Re: Improving Disk Latency Issues and Overall Performance for Microsoft SQL

msandona · ‎2011-06-02

Hello:

We have physical MS SQL servers (SQL Server 2008) that connect to LUNs over fibre channel. These LUNs sit in volumes (1 LUN per volume) that are on 600 GB, 15000 RPM SAS disks. The aggregate that the volumes are on is comprised of 36 disks. as well as the SQL VOLs/LUNs, we have 20 other volumes, mostly NFS VMware data stores on this aggregate.

We have 512 MB PAM II cards in our FAS 3170s. We are on version 7.3.5.1 of ONTAP.

The SQL LUNs have been having some disk latency issues, averaging in the 10-15 ms range but peaking in to 25+ ms. For the most part the performance summary for these volumes/LUNs show relatively low IOPS, averaging around 30-40 or so per volume/LUN. Server based performance monitoring also reported disk latency as a culprit the overall poor performance.

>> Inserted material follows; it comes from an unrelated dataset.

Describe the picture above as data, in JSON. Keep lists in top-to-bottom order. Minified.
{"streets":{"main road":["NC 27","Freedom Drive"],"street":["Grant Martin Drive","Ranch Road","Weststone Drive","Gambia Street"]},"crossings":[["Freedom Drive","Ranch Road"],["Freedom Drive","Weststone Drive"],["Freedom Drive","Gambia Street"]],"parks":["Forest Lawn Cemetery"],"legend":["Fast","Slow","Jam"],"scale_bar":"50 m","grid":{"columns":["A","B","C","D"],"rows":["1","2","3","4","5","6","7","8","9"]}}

Based on this structure, is there any way to improve the SQL performance?

So far i've considered:

1. running reallocate - these volumes are not deduped and the only snapshots are the snapmirror snap. running 'reallocate measure" on one of the primary culprits generated this output: Allocation check on '/vol/FC_CCAMARPTDB_M' is 5, hotspot 20 (threshold 4), consider running reallocate.

2. moving underperforming databases to smaller aggregates and isolating one VOL/LUN per aggregate.

Any of these ideas make sense? Something else?

The application team is looking for a quick fix to the performance issues so obviously the simpler, the better. But I'm open to anything.

Thank you .

Matt

aborzenkov · ‎2011-06-02

What about total load on aggregate? Number of total IOPS, how busy disks are, etc? Aggregate is shared resource, so may be other systems keep it busy? In this case playing with flexshare could offer some improvements.

shaunjurr · ‎2011-06-02

Hi,

You definitely want to regularly run reallocate on your luns. If you have split log and database luns, then basically, you really only will need to reallocate the database luns. The even log writing and rotation causes little fragmentation. This will clear up some of the response time problems. Be advised, using incorrect options will cause larger snapshot deltas.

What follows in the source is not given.